Possible to recache all sites automatically after clear cache?

Tuesday 11 November 2003 9:17:23 am - 7 replies

Hopefully this is a simple question. My site runs pretty fast once cached, but from time to time I need to clean all cache due to development. Is there a way (perhaps a script) to load all pages on site back in cache.

Also, I've registered that pages seems to fall out of cache after some time. Is there an expiration time for cache, and where do I set this parameter so that my pages will stay cached longer? My guess is the expiry.php in /var/cache/ but I'm not sure which values to insert to ensure permanent caching, until cleaned manually.

By the way, I would'nt recommend v.3.2-3, got too many bugs and went back to v.3.2-2. Looking forward to 3.3.x!! happy.gif Emoticon

Modified on Tuesday 11 November 2003 9:23:17 am by Valentin Svelland

Tuesday 11 November 2003 3:15:47 pm

You may want to try running a link checker or spider against the site as it will go through and hit every page - assuming you don't have any that aren't linked to. You can also check out programs like HTTrack ( or WGet ( which allow you to download an entire site locally. You can set theprograms up to not actually download anything, so they will go through the site and hit every page as well.


Thursday 13 November 2003 2:59:01 pm

Thanks for your reply.. Perhaps you could suggest a good webspider or similar free service online?

Modified on Friday 14 November 2003 9:17:59 am by Valentin Svelland

Thursday 13 November 2003 3:24:25 pm

Either of the two that I mentioned above would work. You might also want to look into using Xenu (


Friday 14 November 2003 9:17:36 am

I'm trying to rebuild all cache by running a wget through my siste. However I'm new to this command, and not quite sure how to use it properly. I run the command under but the command fails due to no index.html file... eZ frontpage is index.php ...

wget --spider


Modified on Friday 14 November 2003 9:18:16 am by Valentin Svelland

Friday 14 November 2003 3:16:48 pm

That is odd. The fact that your index file is PHP shouldn't make a difference... What is the actual command you are using?

Is your site hosted on a third-party server, or is it possible that another developer/sysadmin could have set up the server to block spidering scripts?

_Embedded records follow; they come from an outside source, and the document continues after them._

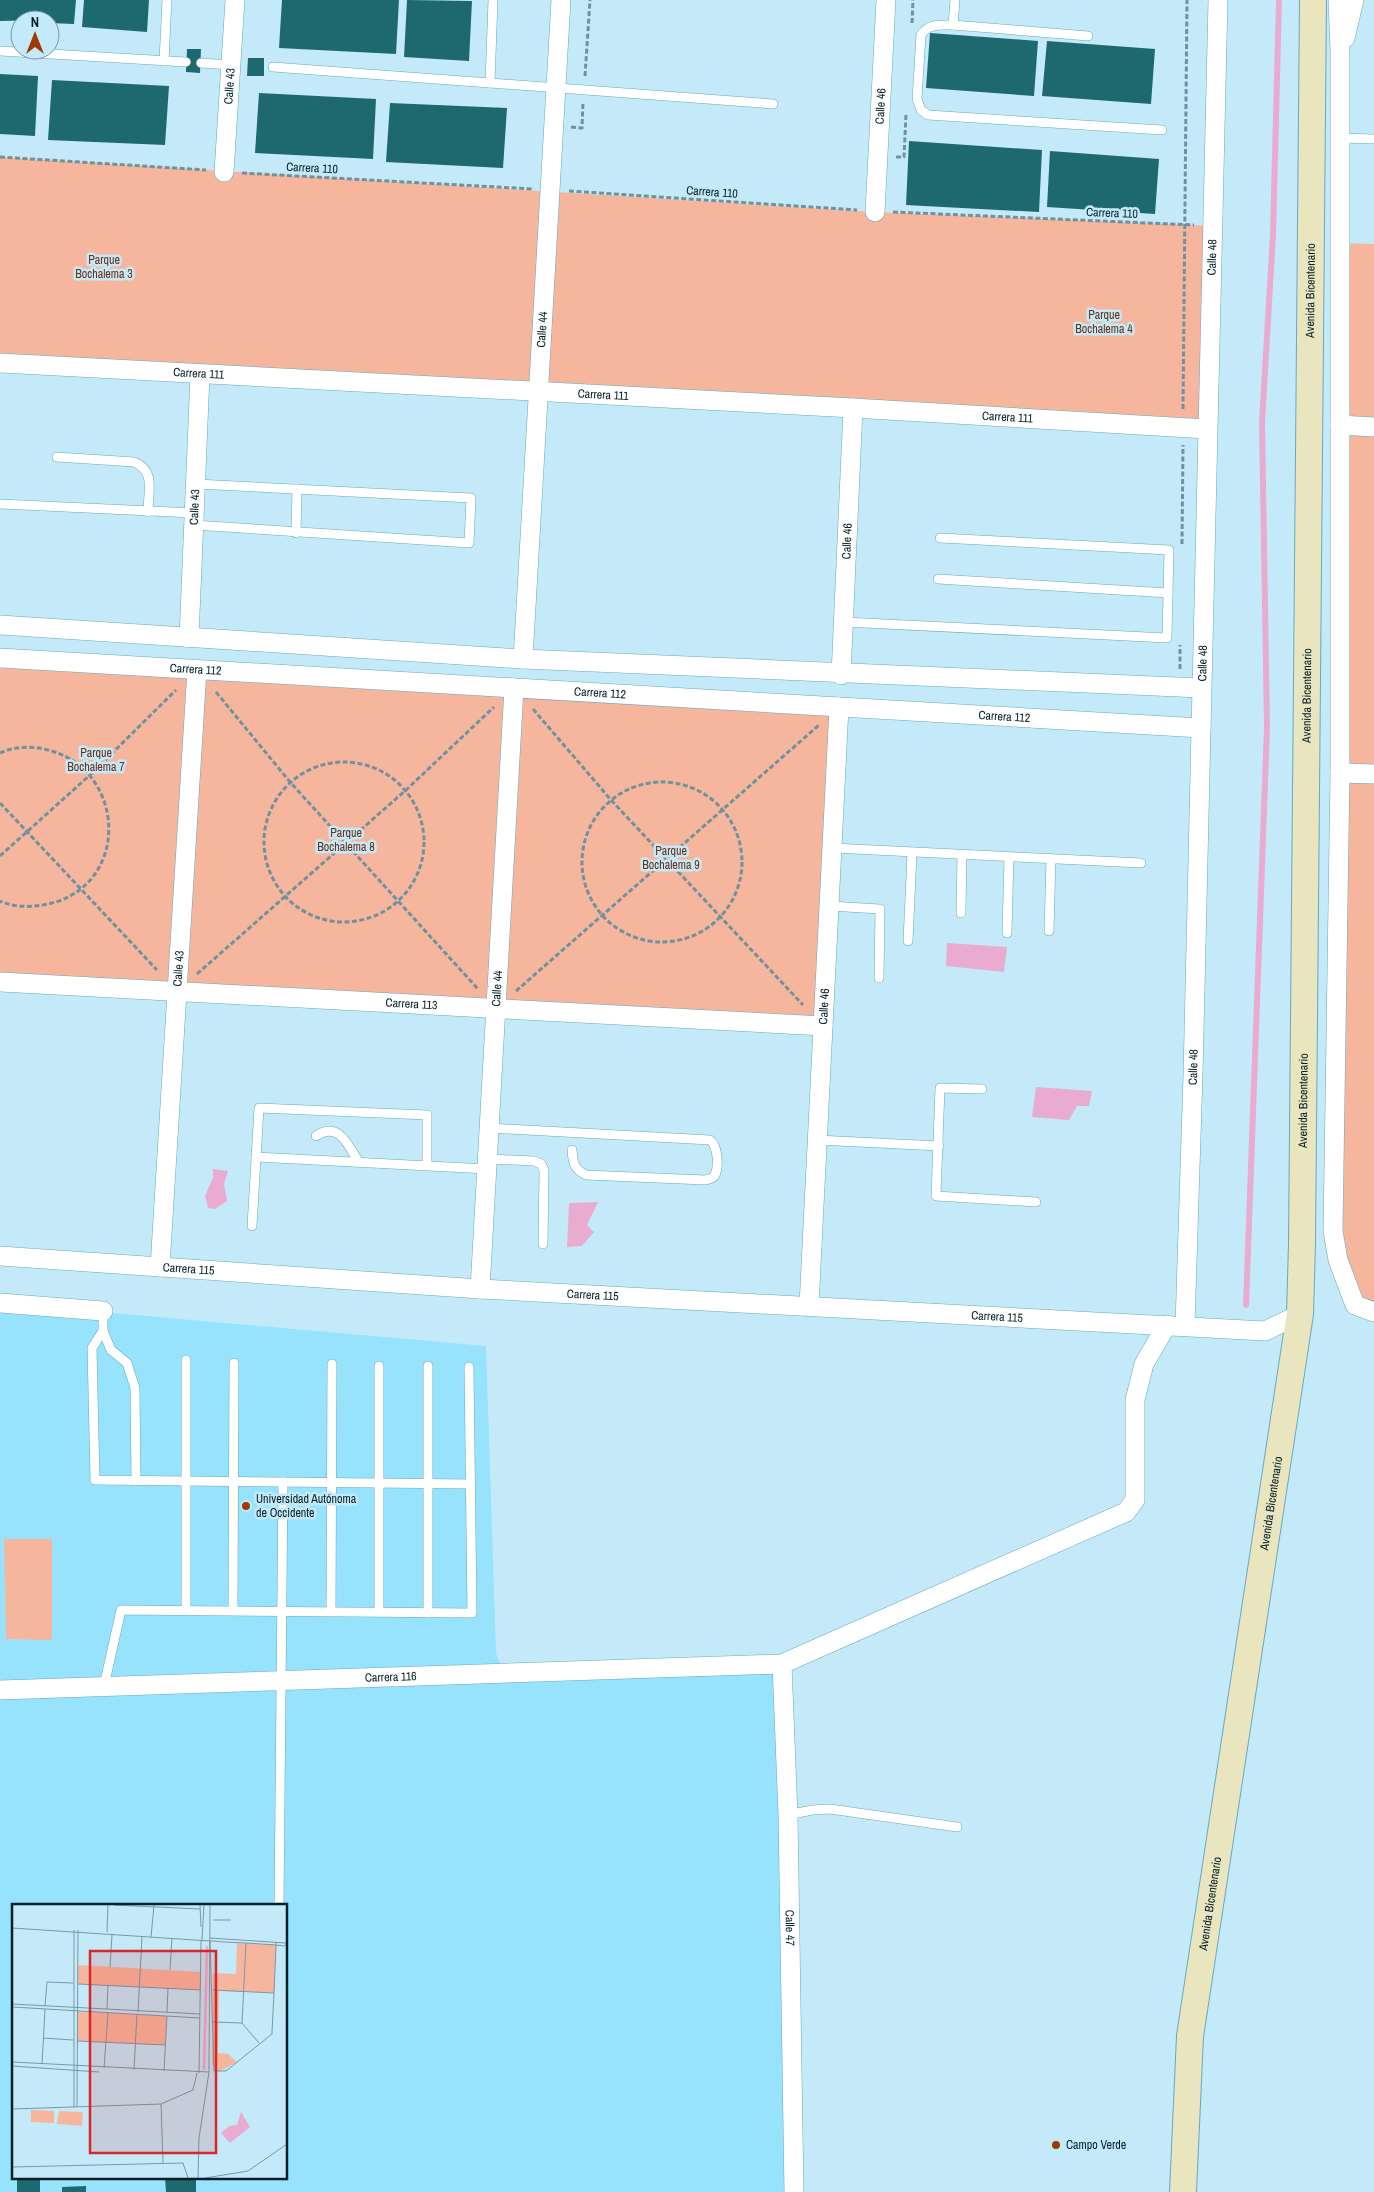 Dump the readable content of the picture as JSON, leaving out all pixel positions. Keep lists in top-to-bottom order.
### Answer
{
  "streets": {
    "main road": ["Avenida Bicentenario"],
    "street": [
      "Calle 43",
      "Calle 46",
      "Calle 48",
      "Calle 44",
      "Carrera 111",
      "Carrera 112",
      "Carrera 113",
      "Carrera 115",
      "Carrera 116",
      "Calle 47"
    ],
    "path": ["Carrera 110"]
  },
  "crossings": [
    ["Calle 43", "Carrera 110"],
    ["Calle 43", "Carrera 111"],
    ["Calle 43", "Carrera 112"],
    ["Calle 43", "Carrera 113"],
    ["Calle 43", "Carrera 115"],
    ["Calle 46", "Carrera 110"],
    ["Calle 46", "Carrera 111"],
    ["Calle 46", "Carrera 112"],
    ["Calle 46", "Carrera 113"],
    ["Calle 46", "Carrera 115"],
    ["Calle 48", "Carrera 111"],
    ["Calle 48", "Carrera 112"],
    ["Calle 48", "Carrera 115"],
    ["Avenida Bicentenario", "Carrera 115"],
    ["Calle 44", "Carrera 111"],
    ["Calle 44", "Carrera 112"],
    ["Calle 44", "Carrera 113"],
    ["Calle 44", "Carrera 115"],
    ["Carrera 116", "Calle 47"]
  ],
  "parks": [
    "Parque Bochalema 3",
    "Parque Bochalema 4",
    "Parque Bochalema 7",
    "Parque Bochalema 8",
    "Parque Bochalema 9"
  ],
  "places": ["Universidad Autónoma de Occidente", "Campo Verde"],
  "north": "top"
} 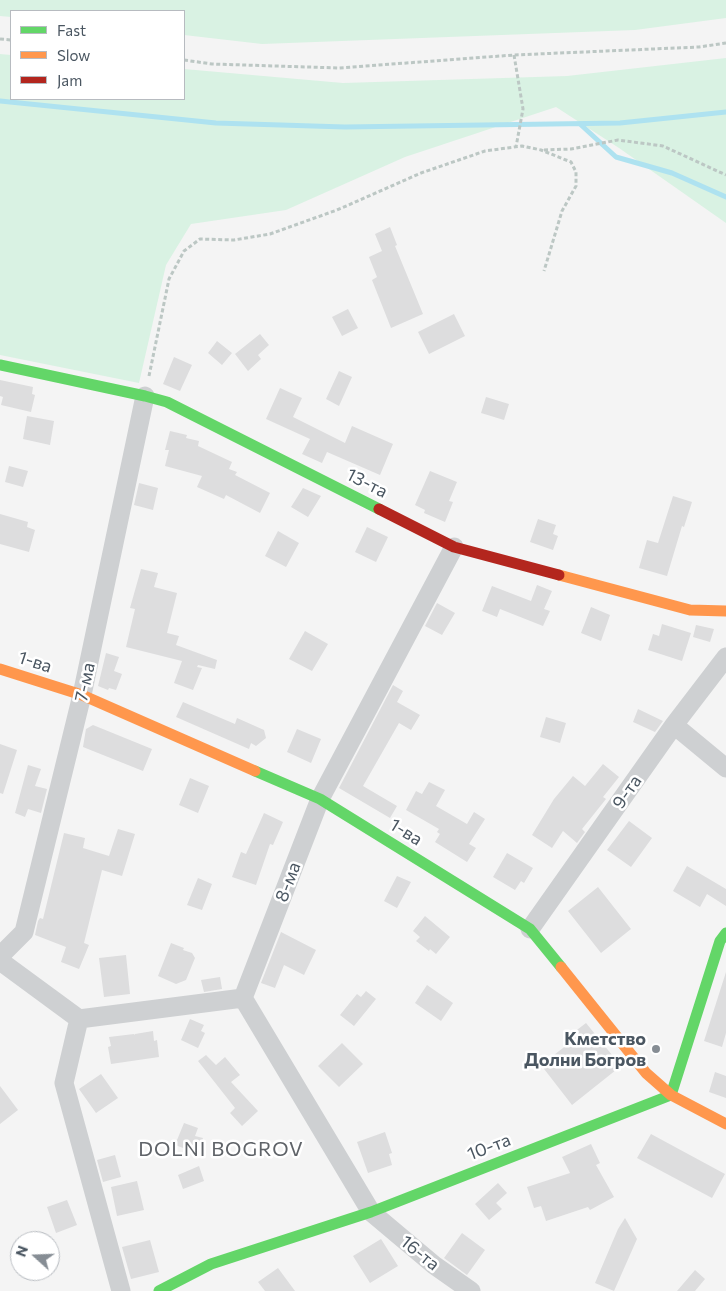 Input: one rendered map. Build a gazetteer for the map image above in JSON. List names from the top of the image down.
{
  "streets": {
    "street": [
      "13-та",
      "1-ва",
      "7-ма",
      "9-та",
      "8-ма",
      "10-та",
      "16-та"
    ]
  },
  "crossings": [
    ["13-та", "7-ма"],
    ["13-та", "8-ма"],
    ["1-ва", "7-ма"],
    ["1-ва", "9-та"],
    ["1-ва", "8-ма"],
    ["1-ва", "10-та"],
    ["10-та", "16-та"]
  ],
  "districts": ["DOLNI BOGROV"],
  "places": ["Кметство Долни Богров"],
  "legend": ["Fast", "Slow", "Jam"],
  "north": "left"
} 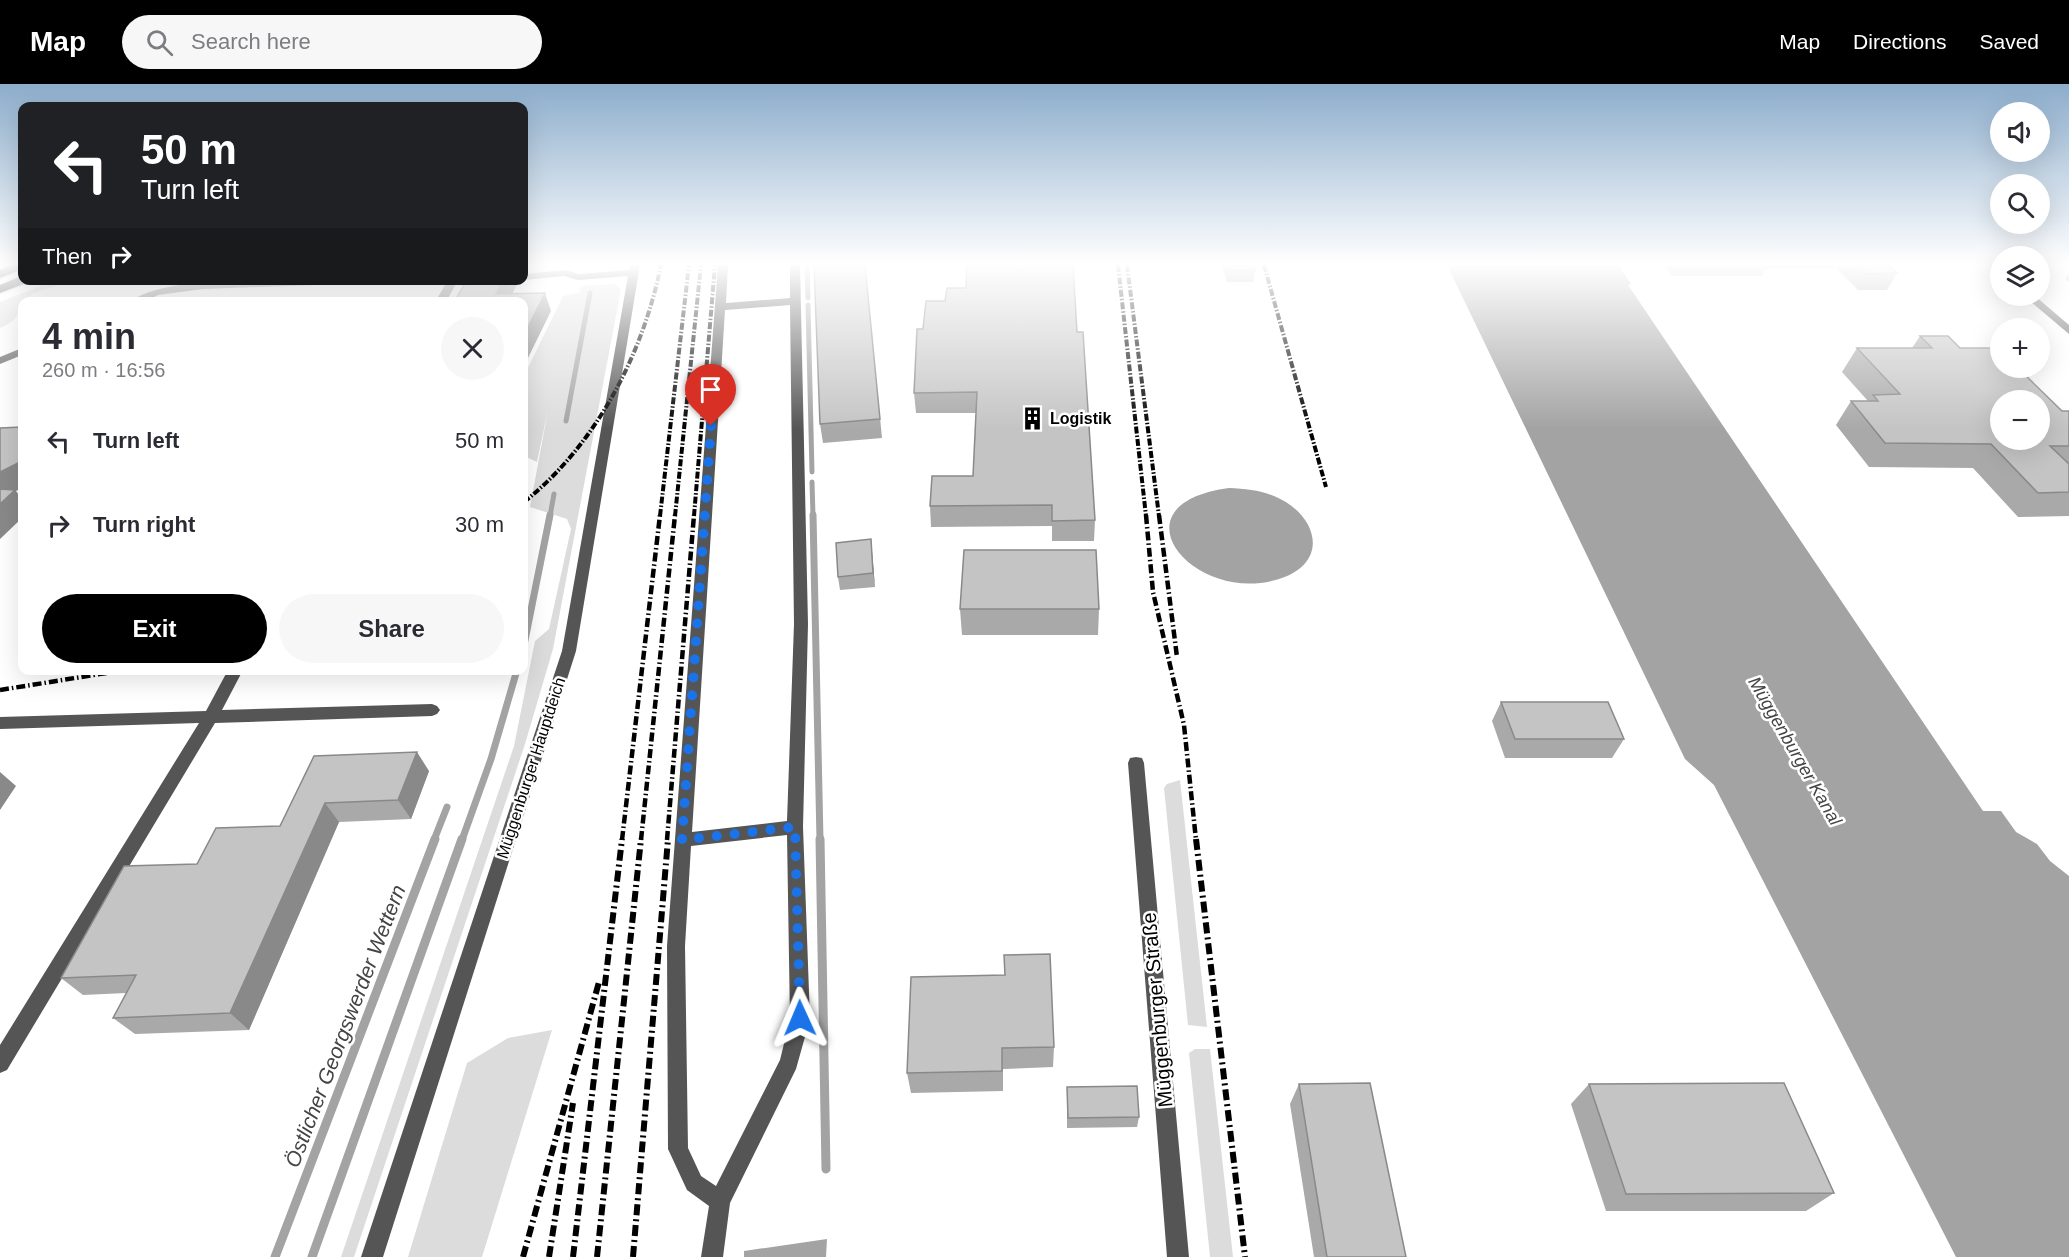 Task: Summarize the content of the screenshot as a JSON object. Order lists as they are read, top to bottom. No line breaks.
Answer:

Friday 14 November 2003 7:13:55 pm

Well, my site is hosted on a third-party server with wget preinstalled, and it could be that there are som sysadmin-limits as to how the wget-command can be used.. I'll check that up on monday.

How I run the command? Well, actually just like i wrote in the previous posting, only with a different url of course. As I mentioned, I've never used wget before so it could be I'm just not using it correctly:

wget --spider
wget --spider
=> `index.html.1'
Connecting to
Connection to refused.

By the way: I've achieved some better performance by including my custommade views in the site.ini.append of my siteaccess (sitemap2,sitemap3 and so on). Still, it seems like the caching of my site only last for so long... Wish I could set this caching to be permanent, unless article republished.. And then of course, be able to do the wget-thing to recache if necessary now and then..

Thanks for your feedback, Alex.. It's useful!


Resources on the net:

Modified on Friday 14 November 2003 7:29:24 pm by Valentin Svelland

Friday 14 November 2003 8:20:46 pm

Sorry Valentin, I missed your earlier posting of the command. I'm not sure why that wouldn't work. The return you posted seems to indicate that the server is indeed blocking access. Perhaps you could try spoofing the user agent in Wget to see if that works. Try adding somehting like:

--user-agent=Mozilla/5.0 (Windows; U; Windows NT 5.1; en-US; rv:1.5)

This will tell the server that Wget is Mozilla running on Windows XP. You may need to enclose the value in quotes, I'm not sure. If thisworks then you can experiment with setting a user agent to whatever you want. This will also help you filter out Wget when analyzing your traffic logs.